Fu Xiaoyu, who arrived in the county in August 2019, witnessed Nyima eradicate absolute poverty later in the year — a historic achievement for the county.
He and his colleagues strengthened efforts to develop the animal husbandry and tourism sectors, including the construction of a hotel at a lake resort. They also helped Tibetan college graduates get employed outside the region.
Champa, born in 1995 in Nyima county, is one of them. He became an offshore oilfield operator in the Bohai Sea in 2020, 2 years after graduating from university.
"Inspired by my experience, several of my folks have found rewarding jobs outside the plateau," Champa said with a smile.
Over the last 22 years, the CNOOC has dispatched 16 cadres to work in Nyima, and 570 million yuan ($80 million) was poured into helping its development. From 2002 to last year, the county's GDP surged 10-fold, with the poverty rate plummeting from 25 percent to zero.

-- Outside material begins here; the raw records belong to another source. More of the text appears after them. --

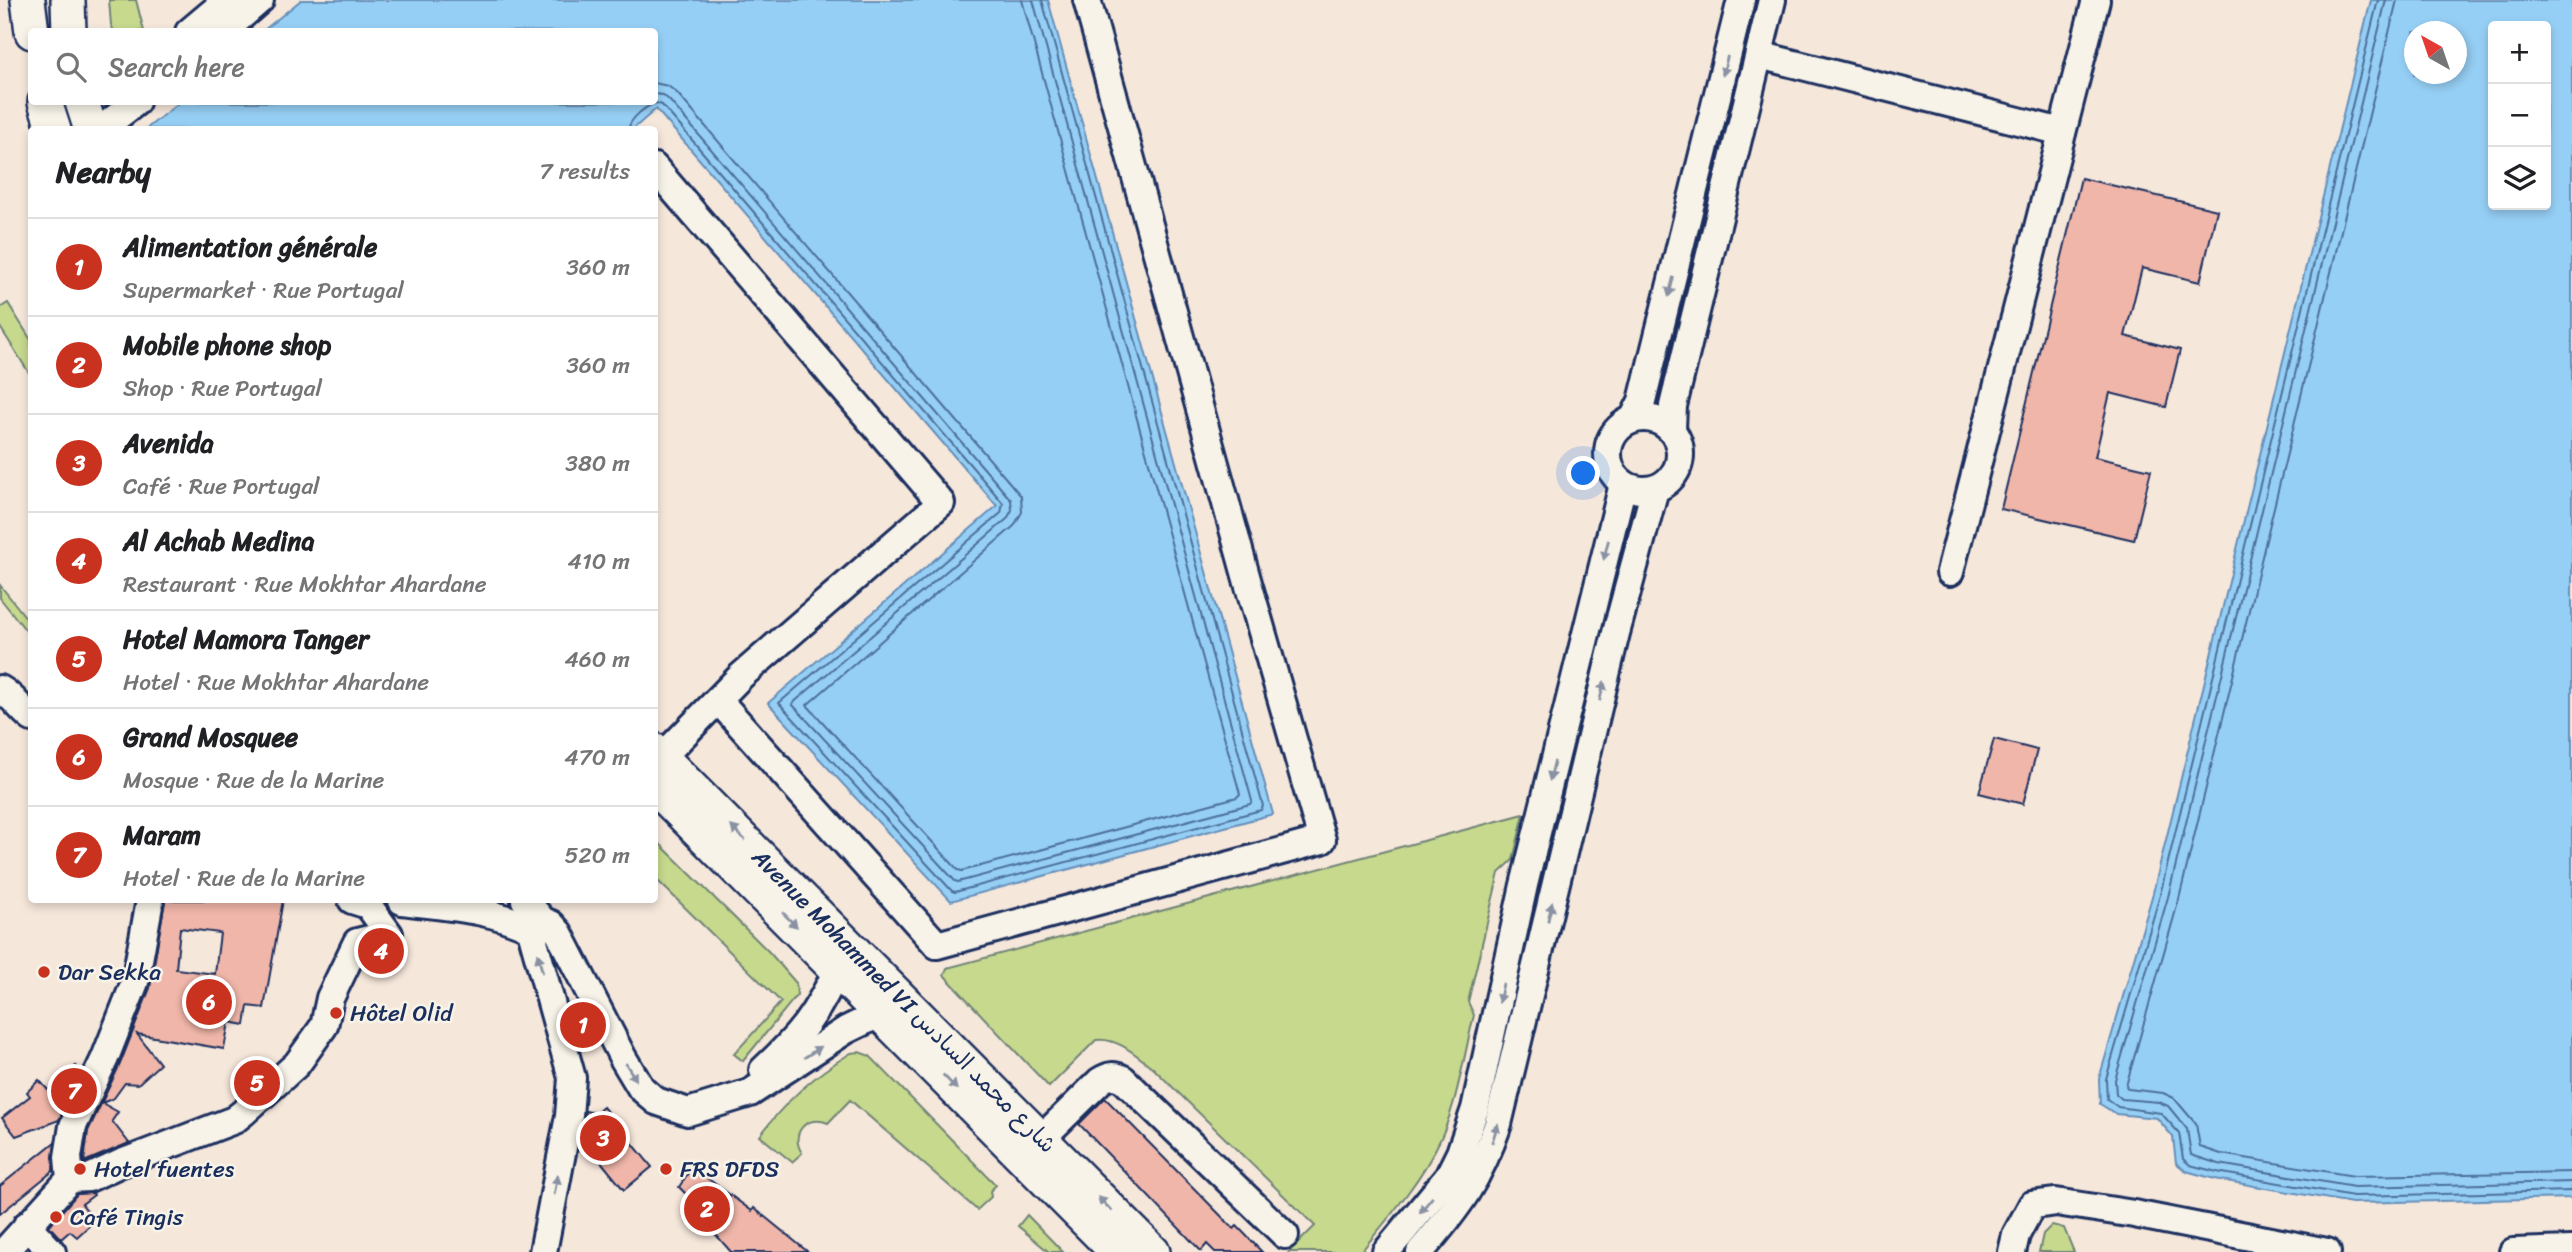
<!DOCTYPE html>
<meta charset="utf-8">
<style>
:root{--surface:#fff;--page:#f6f6f6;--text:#202124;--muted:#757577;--line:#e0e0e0;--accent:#c8321e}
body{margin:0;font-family:Sriracha,"Playpen Sans Arabic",sans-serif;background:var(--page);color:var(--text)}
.controls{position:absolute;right:21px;top:21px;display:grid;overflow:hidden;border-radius:7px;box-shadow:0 4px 10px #0003}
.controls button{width:63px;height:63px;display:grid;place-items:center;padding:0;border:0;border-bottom:2px solid var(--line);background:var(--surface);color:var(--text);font:35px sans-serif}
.compass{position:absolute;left:2404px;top:21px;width:63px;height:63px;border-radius:50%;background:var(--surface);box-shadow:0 4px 10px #0003;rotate:320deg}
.you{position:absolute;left:1584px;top:474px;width:24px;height:24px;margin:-18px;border:5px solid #fff;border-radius:50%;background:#1a73e8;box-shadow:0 0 0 10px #1a73e833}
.badge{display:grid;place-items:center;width:46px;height:46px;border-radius:50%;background:var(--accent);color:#fff;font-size:23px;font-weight:700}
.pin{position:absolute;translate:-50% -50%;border:4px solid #fff;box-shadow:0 2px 7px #0006}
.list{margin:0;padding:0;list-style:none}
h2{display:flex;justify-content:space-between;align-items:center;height:91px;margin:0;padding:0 28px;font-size:30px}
h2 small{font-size:23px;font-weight:400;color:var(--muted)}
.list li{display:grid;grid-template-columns:46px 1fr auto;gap:21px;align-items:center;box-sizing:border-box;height:98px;padding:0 28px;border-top:2px solid var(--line)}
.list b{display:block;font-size:26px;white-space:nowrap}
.list p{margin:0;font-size:23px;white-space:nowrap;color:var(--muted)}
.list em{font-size:23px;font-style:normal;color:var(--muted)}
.icon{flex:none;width:38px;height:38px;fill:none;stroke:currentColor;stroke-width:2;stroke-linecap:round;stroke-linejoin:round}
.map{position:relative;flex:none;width:2572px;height:1252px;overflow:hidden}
.search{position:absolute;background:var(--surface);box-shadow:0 4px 10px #0003;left:28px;top:28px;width:630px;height:77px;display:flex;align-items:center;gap:18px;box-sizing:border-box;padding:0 24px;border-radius:7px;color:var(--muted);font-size:26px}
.panel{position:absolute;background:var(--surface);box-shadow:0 4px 10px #0003;left:28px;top:126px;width:630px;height:777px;border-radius:7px}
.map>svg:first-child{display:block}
.green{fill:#c6d98d;stroke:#708476;stroke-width:2}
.water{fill:#96cff5;stroke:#658fb9;stroke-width:2;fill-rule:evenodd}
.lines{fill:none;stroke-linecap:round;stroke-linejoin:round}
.shore{stroke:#4c6f9a;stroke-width:2}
.building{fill:#f0b6a9;stroke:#1b2f5e;stroke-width:2;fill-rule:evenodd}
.minor-casing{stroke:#1b2f5e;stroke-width:32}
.major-casing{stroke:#1b2f5e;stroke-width:38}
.minor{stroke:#f7f3e8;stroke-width:26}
.major{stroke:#f7f3e8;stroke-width:33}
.oneway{fill:#8991a3}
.poi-dot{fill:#c8321e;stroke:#f7f3e8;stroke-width:2.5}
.labels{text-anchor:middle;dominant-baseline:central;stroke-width:5;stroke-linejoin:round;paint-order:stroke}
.poi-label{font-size:23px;fill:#1b2f5e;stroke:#f7f3e8;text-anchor:start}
.street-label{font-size:23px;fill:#1b2f5e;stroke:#f7f3e8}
</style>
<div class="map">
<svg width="2572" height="1252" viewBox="0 0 2572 1252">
<rect width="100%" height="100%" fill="#f6e7db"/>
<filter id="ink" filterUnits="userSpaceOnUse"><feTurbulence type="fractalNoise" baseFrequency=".0143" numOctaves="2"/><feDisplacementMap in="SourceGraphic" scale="14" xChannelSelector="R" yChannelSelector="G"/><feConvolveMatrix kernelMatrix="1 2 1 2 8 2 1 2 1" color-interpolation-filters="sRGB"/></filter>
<g filter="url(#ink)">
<g class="green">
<path d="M109,0h27l8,31h-30l-3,-6z"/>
<path d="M8,303l23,37v36l-31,-49v-19z"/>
<path d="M0,585l31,39v13l-31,-39z"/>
<path d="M1524,814l-11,46 -14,13 -31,129 6,13c-10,40 -18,97 -38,133 -19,38 -49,71 -75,104h-72l26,-26 -163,-159c-16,-12 -35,-30 -56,-27l-47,47 -105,-112 3,-7z"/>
<path d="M654,838l116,115 26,30 1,12 -54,66 -9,-7 47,-52 -126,-124z"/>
<path d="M851,1053l8,-1 11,4 126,129 -6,6 1,6 -14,13 -127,-110 -22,23c-21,-9 -39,10 -26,30l-10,9 -32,-26c24,-34 56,-62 91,-83z"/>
<path d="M1027,1215l36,37h-14l-31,-26z"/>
<path d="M2052,1225l12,3 10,24h-35l4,-18z"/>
</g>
<g class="water">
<path d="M301,0h747l225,814 -322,87 -183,-198 229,-197 -341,-397 -24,21 -486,-1 34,-27h474v-70l-391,-1z"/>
<path d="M2371,0h201v1198l-220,5 -137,-24 -29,-8 -10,-8 -3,-26 -16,-19 -41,-4 -16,-10 -1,-25 54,-186zM2493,26h53v179h-53zM2414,32h42v42h-42z"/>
</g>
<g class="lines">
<g class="shore">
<path d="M2378,0l-218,895 -54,184 1,20 11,8 43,6 18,20 4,26 7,6 27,7 136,24 219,-5"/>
<path d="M2386,0l-218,897 -53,183 1,14 6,5 37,3 9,4 19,23 4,26 28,9 135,23 218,-5"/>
<path d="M2397,0l-218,899 -53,187 2,3 35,4 11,5 22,26 4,23 21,7 133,22 218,-4"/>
<path d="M654,83l14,3 9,7 344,403 1,16 -8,14 -207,179 151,165 4,1 275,-74 3,-3 -218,-794"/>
<path d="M654,94l9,1 6,5 342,400 1,10 -5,9 -215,185 163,177 3,1 292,-78 2,-3 -219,-801"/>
<path d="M628,130c2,-12 18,-24 28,-27l6,2 341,398 -2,10 -222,190 173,188 3,1 306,-82 2,-4 -221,-806"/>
</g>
</g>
<g class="building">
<path d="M2081,178l136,32 -17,72 -58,-14 -17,68 55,14 -14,57 -56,-14 -15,64 56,13 -17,70 -133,-31z"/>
<path d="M1994,739l43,11 -14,54 -44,-11z"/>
<path d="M165,900h118l-19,108 -16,-2 -3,19 -16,-3 -5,27 -87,-15 23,30 -22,20 -13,-1 -11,15 -12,5 16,9 -6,9 17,22 -45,19 4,-31 32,-67 30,-76zM180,928l40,5 -5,41 -39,-5z"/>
<path d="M76,1066l5,6 -22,48 -43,16 -14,-18 28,-22 -3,-4 12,-12 9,10z"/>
<path d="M1105,1098l129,131 3,-3 25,26h-47l-8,-8 -6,7 -122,-127z"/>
<path d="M603,1107l49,60 -28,23 -43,-53 4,-26 11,2z"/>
<path d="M55,1142l-2,29 -53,43v-28z"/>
<path d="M692,1167l60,44 2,-3 54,44h-77l-41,-47 2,-5 -13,-13z"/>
<path d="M93,1193l1,2 -12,9 6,8 -4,5 7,7 -14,13 -7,-6 -9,8 -12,-13 28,-32z"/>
</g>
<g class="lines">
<defs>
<g id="minor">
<path d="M189,32l38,-32"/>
<path d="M223,32l37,-32"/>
<path d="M1759,55l303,77"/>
<path d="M100,130l36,-28"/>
<path d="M654,167l287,336 -200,173 -79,81"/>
<circle cx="1644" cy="454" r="36"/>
<path d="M1633,419l9,-18 99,-401"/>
<path d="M1672,429l1,-23 99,-406"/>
<path d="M1950,572l146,-572"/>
<path d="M0,689c13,7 20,20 32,29"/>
<path d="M719,701l218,244 385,-105 -74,-257 -161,-583"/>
<path d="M525,900l18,21"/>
<path d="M402,901c48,6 87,7 130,28"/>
<path d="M763,1070c37,-34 54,-56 75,-102"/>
<path d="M1040,1140l60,-59c8,-5 13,-7 23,-2l162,156"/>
<path d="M70,1179l19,-1 30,-14 115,-44 10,-8 53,-48 27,-38 6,-28 27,-56 32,-8 -21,-29 -16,-5"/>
<path d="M27,1225l25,27"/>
<path d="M4,1252l66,-73 -2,-22 5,-31 32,-68 30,-76 15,-82"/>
<path d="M543,1252l26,-136 3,-38 -40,-144 3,-10 8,-3 8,3 8,9 64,125 18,30 15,13 32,11 62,-19 96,-63 35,-17"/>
<path d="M1386,1252l62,-75 12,-24 15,-44 49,-224 99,-401"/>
<path d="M1420,1252c38,-44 59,-72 78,-128l118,-491 39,-144"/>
<path d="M2012,1252l4,-17 16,-30 24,-3 78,12 193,38"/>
<path d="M2513,1252l59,-2"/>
</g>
<g id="major">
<path d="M28,0l4,32"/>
<path d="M68,0l1,32"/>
<path d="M45,102l9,28"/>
<path d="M82,102l9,28"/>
<path d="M654,750l499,502"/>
<path d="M654,786l463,466"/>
</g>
</defs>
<use href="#minor" class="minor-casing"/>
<use href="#major" class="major-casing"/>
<use href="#minor" class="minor"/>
<use href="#major" class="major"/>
</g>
<defs><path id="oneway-solid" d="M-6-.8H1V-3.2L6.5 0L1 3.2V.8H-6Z" transform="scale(1.75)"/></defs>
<g class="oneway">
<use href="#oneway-solid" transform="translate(1725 66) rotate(104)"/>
<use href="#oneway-solid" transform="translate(1671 287) rotate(104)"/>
<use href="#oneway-solid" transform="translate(1606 550) rotate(104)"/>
<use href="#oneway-solid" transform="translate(1602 691) rotate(-77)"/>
<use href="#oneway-solid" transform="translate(1552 771) rotate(104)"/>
<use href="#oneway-solid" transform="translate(738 833) rotate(-135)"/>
<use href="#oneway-solid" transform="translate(1550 912) rotate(-76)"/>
<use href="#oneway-solid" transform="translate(790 920) rotate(45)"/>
<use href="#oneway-solid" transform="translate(540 963) rotate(-105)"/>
<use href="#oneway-solid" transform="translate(1501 993) rotate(102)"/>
<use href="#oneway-solid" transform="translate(813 1052) rotate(-33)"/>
<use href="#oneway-solid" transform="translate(631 1072) rotate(58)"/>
<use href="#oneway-solid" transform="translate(950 1082) rotate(46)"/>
<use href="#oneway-solid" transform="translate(1495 1133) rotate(-72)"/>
<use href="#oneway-solid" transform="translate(556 1185) rotate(-79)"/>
<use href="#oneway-solid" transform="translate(1105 1204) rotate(-135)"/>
<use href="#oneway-solid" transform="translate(1426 1205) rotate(129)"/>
</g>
</g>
<g class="poi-dot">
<circle cx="44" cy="972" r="7"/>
<circle cx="336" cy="1013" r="7"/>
<circle cx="80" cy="1169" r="7"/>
<circle cx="666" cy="1169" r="7"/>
<circle cx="56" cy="1217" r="7"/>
</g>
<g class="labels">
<g class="poi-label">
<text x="58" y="972">Dar Sekka</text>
<text x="350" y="1013">Hôtel Olid</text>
<text x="94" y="1169">Hotel fuentes</text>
<text x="680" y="1169">FRS DFDS</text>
<text x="70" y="1217">Café Tingis</text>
</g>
<g class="street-label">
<text transform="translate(904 1001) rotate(45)">Avenue Mohammed VI شارع محمد السادس</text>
</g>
</g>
</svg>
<div class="controls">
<button>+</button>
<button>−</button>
<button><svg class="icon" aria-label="layers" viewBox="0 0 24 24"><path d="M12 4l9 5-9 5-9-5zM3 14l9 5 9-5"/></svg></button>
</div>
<svg class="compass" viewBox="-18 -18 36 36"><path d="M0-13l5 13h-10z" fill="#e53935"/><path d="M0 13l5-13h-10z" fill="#757577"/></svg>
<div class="you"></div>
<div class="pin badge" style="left:583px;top:1025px">1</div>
<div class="pin badge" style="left:707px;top:1209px">2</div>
<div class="pin badge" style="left:603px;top:1138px">3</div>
<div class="pin badge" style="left:381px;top:951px">4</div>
<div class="pin badge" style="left:257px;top:1083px">5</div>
<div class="pin badge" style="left:209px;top:1002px">6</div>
<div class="pin badge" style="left:74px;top:1091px">7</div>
<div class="search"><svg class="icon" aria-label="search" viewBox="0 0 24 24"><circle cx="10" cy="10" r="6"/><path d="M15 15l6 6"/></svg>Search here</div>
<section class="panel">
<h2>Nearby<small>7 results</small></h2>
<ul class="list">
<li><span class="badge">1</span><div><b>Alimentation générale</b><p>Supermarket · Rue Portugal</p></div><em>360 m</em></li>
<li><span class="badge">2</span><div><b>Mobile phone shop</b><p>Shop · Rue Portugal</p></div><em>360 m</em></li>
<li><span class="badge">3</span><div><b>Avenida</b><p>Café · Rue Portugal</p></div><em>380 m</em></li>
<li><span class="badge">4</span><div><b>Al Achab Medina</b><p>Restaurant · Rue Mokhtar Ahardane</p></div><em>410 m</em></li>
<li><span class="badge">5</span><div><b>Hotel Mamora Tanger</b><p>Hotel · Rue Mokhtar Ahardane</p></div><em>460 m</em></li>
<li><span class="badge">6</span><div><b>Grand Mosquee</b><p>Mosque · Rue de la Marine</p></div><em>470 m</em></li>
<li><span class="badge">7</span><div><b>Maram</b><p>Hotel · Rue de la Marine</p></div><em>520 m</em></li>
</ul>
</section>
</div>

Data showed that between 1994 and 2020, 52.7 billion yuan was injected into Xizang through the policy of paired assistance, involving 6,330 projects.
Carrying on the projects, Gao Shuai and his colleague Sun Peng are continuing in rural vitalization efforts and operating the lakeside hotel in Nyima.
"We must spend every penny properly to bring substantial benefits to the county and the lives of local people," Sun said.